Fig. 6. Comparison of λRe versus ellipticity ϵRe for the M3G sample and galaxies drawn from several reference surveys. The M3G galaxies are shown as large red (BCGs) and blue (non-BCGs) circles, with uncertainties smaller than the symbols. Small satellites of M3G galaxies found in the MUSE FoV are represented as teal circles, while small light green circles are for ATLAS3D galaxies. Triangles are used for galaxies from the MASSIVE survey, where filled (brown) triangles are their BGGs, taken from Veale et al. (2017b). Dark red hexagons are BGGs from Loubser et al. (2022). A solid dark green line separates fast rotators from slow rotators, as $0.31\times \sqrt{{ϵ}_{\mathrm{Re}}}$ (Emsellem et al. 2011), while the solid grey line, given by Cappellari (2016) as 0.08 + ϵ/4, is an alternative separatrix. The dashed magenta line shows the edge-on view for ellipsoidal galaxies integrated up to infinity with β = 0.7 × ϵ (Cappellari et al. 2007). The dotted black lines show the location of galaxies, originally on the magenta line, as the inclination is varied by 10°, while the dashed black lines trace locations for galaxies with intrinsic ellipticities from 0.25 (lowest) to 0.85 (highest) in step of 0.1.
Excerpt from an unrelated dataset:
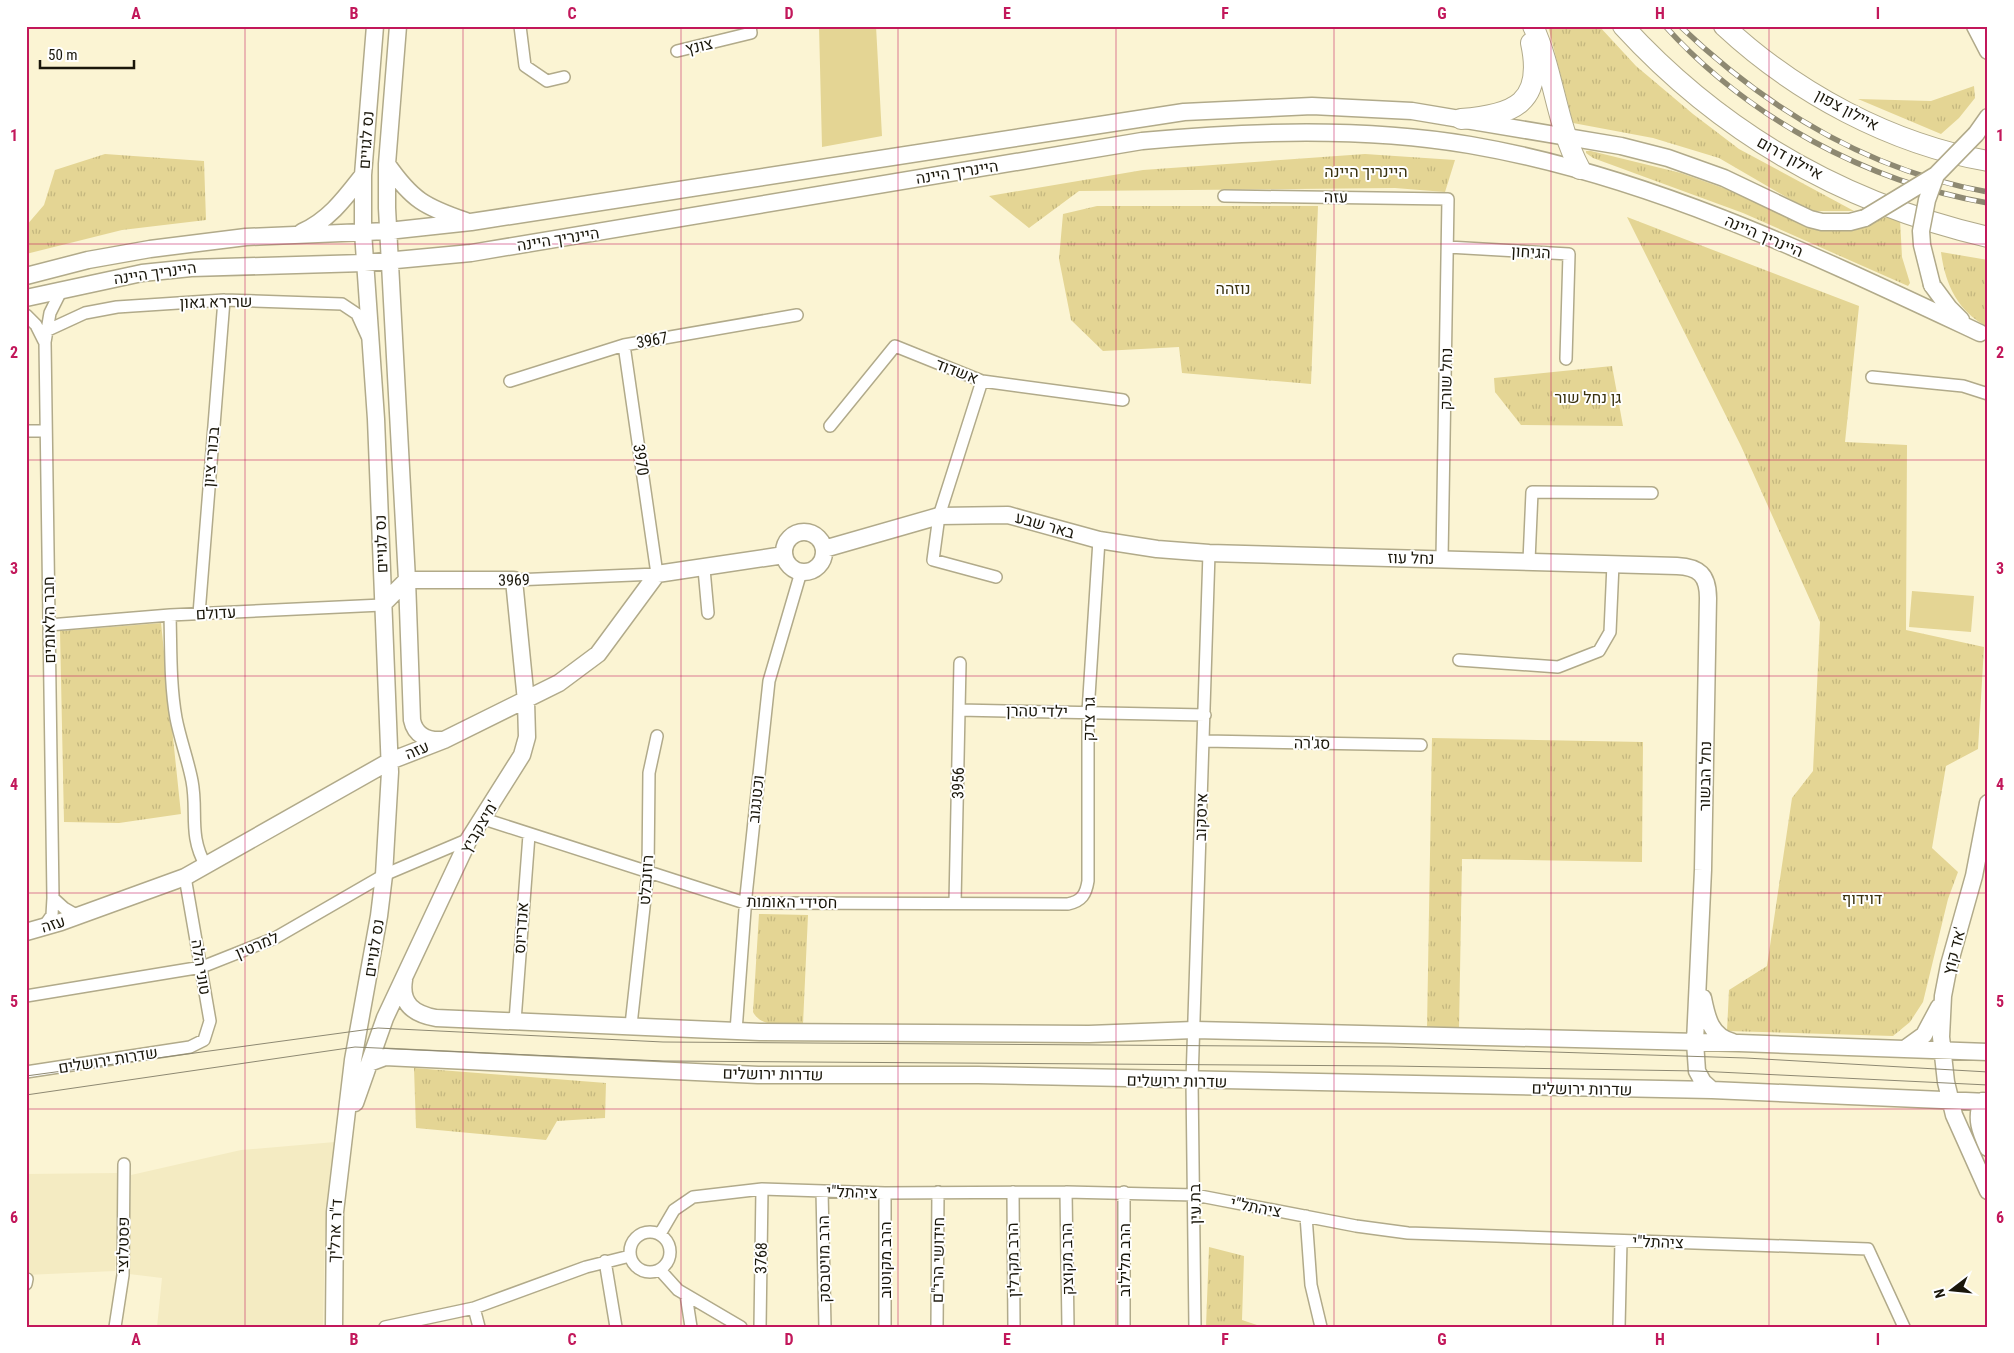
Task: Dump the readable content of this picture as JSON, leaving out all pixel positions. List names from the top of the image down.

There are six fast rotators in the M3G sample, all classified as non-BCGs and RR, which are, as mentioned earlier, lower luminosity galaxies in Abell 3556 and Abell 3558. All M3G BCGs and the remaining five non-BCGs (45%) are classified as slow rotators, which means 76% of all M3G galaxies are slow rotators. Within the M3G sample, Abell 3562 in the SSC has the largest number of slow rotators (four). Notably, slow rotators are found in closer proximity to other more massive galaxies. We show this in Fig. S1 of the supplementary material where we plot the M3G SSC subsample over the distribution of galaxies with spectroscopic redshifts within the SSC (z = 0.048 ± 0.004) from the Haines et al. (2018) catalogue.
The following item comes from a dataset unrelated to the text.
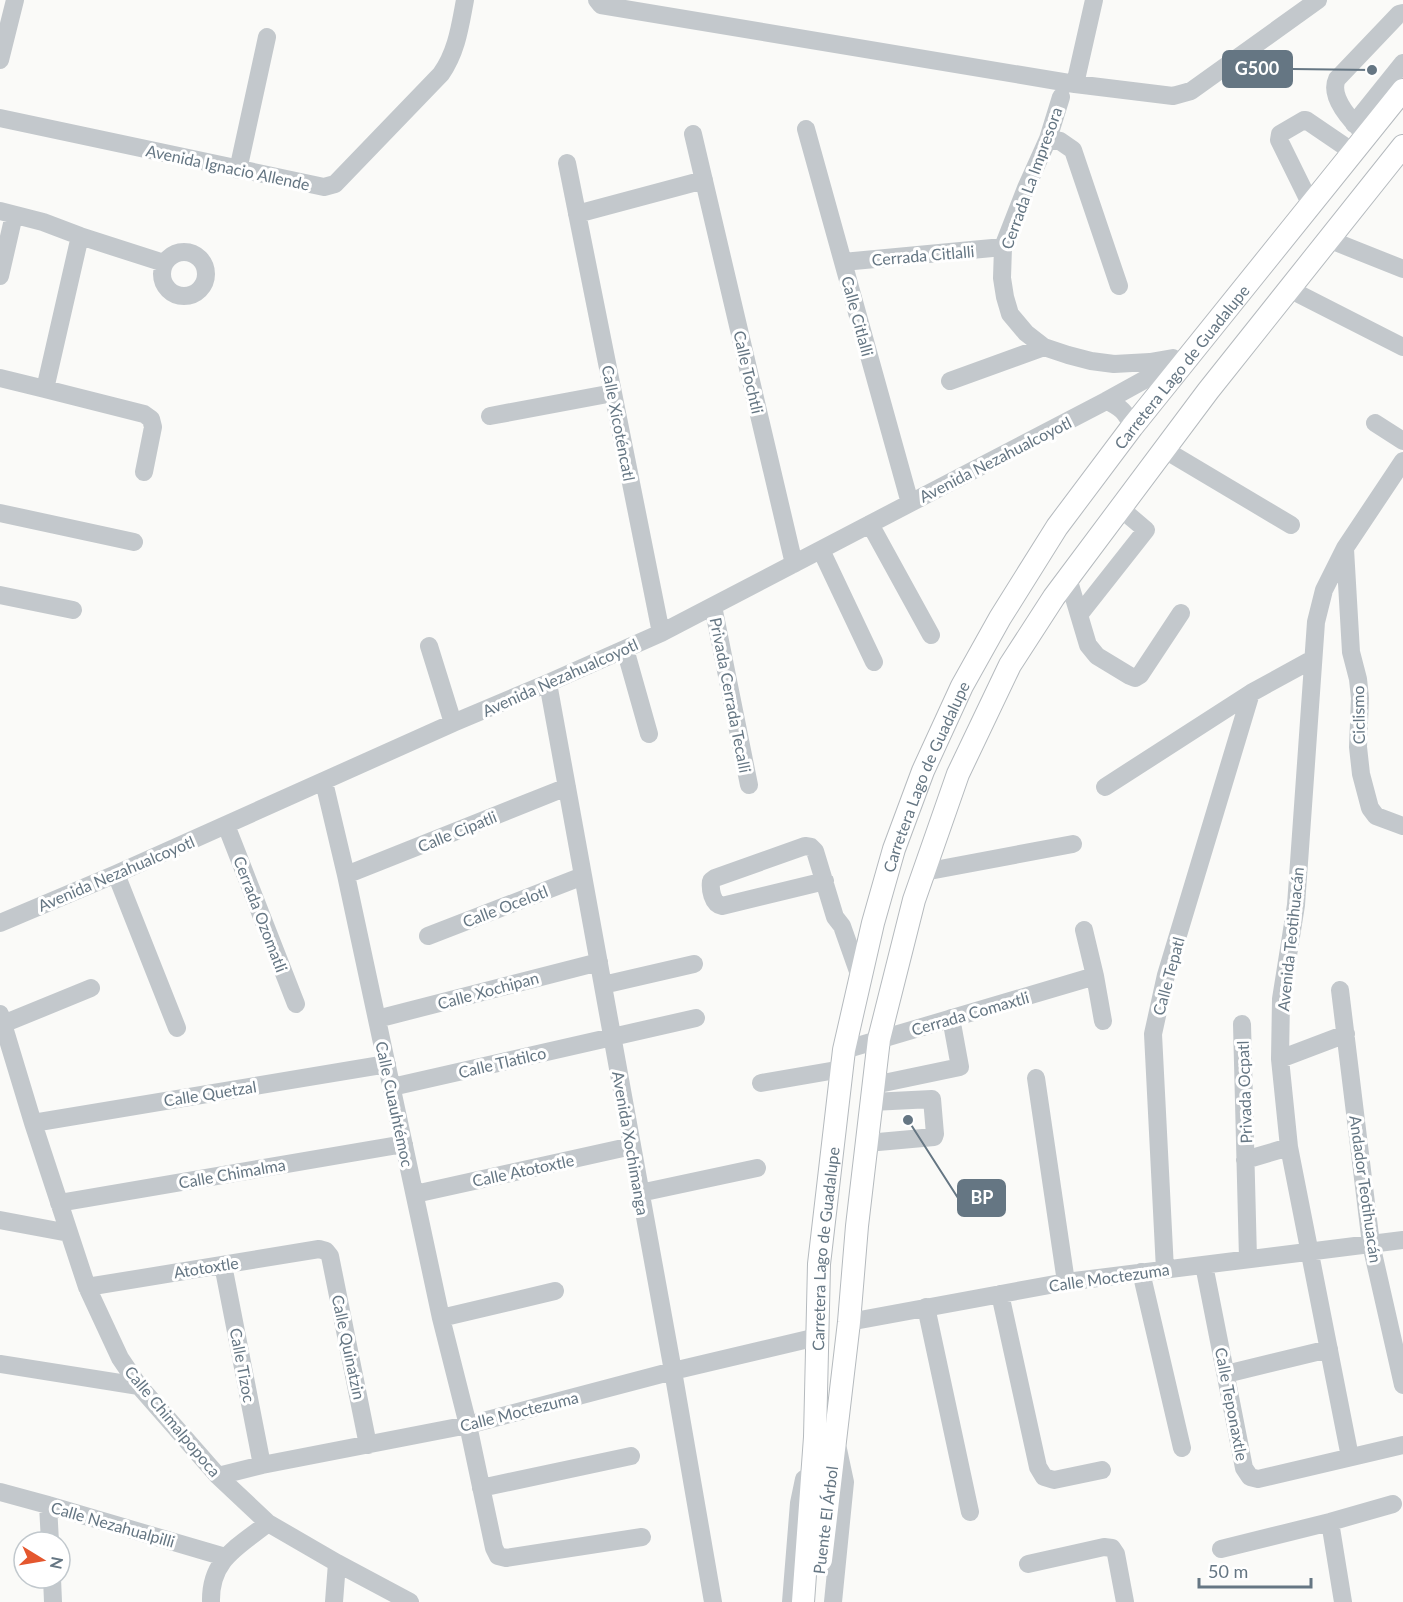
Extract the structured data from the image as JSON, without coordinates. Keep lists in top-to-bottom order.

Notably, PGC 046785, marginally a RR within the effective radius, has also the lowest λ_Re value among the fast rotators. It remains a fast rotator using the alternative Cappellari (2016) fast versus slow rotator separation. PGC 046785 has a strong kinematic twist of 60° and has three visible multi-spin components. Similarly as it shows significant departures from regular rotation beyond the half-light radius, estimating its λ_R and ϵ values at (2 × R_e) would make it a slow rotator. In contrast, PGC 047355 has the largest λ_Re value in the sample, placing it among one of the fastest rotating ETGs. We also note that PGC 047202, the brightest (most massive) and the largest galaxy in the sample, found in the centre of the richest cluster, also has the largest λ_Re among M3G slow rotators. Finally, PGC 019085 and PGC 048896 are the flattest galaxies in the sample and occupy the sparsely populated region of λ_Re − ϵ_Re with ϵ > 0.4 (Graham et al. 2018).

In Fig. 7 we show the dependence of λ_Re on the absolute brightnesses of galaxies. We also use the calibration from Eq. (2) of Cappellari (2013) to transform the K_s band absolute magnitudes into masses, putting all three samples onto the same mass system. Combining the data from the ATLAS^3D and other surveys of massive galaxies (Veale et al. 2017b; Loubser et al. 2022), one can see a relatively abrupt disappearance of fast rotators above a threshold of M_K ≈ −26 or M ≈ 8 × 10¹¹ M_⊙, where there are essentially no fast rotators (exceptions are NGC 3158 and PGC 046785).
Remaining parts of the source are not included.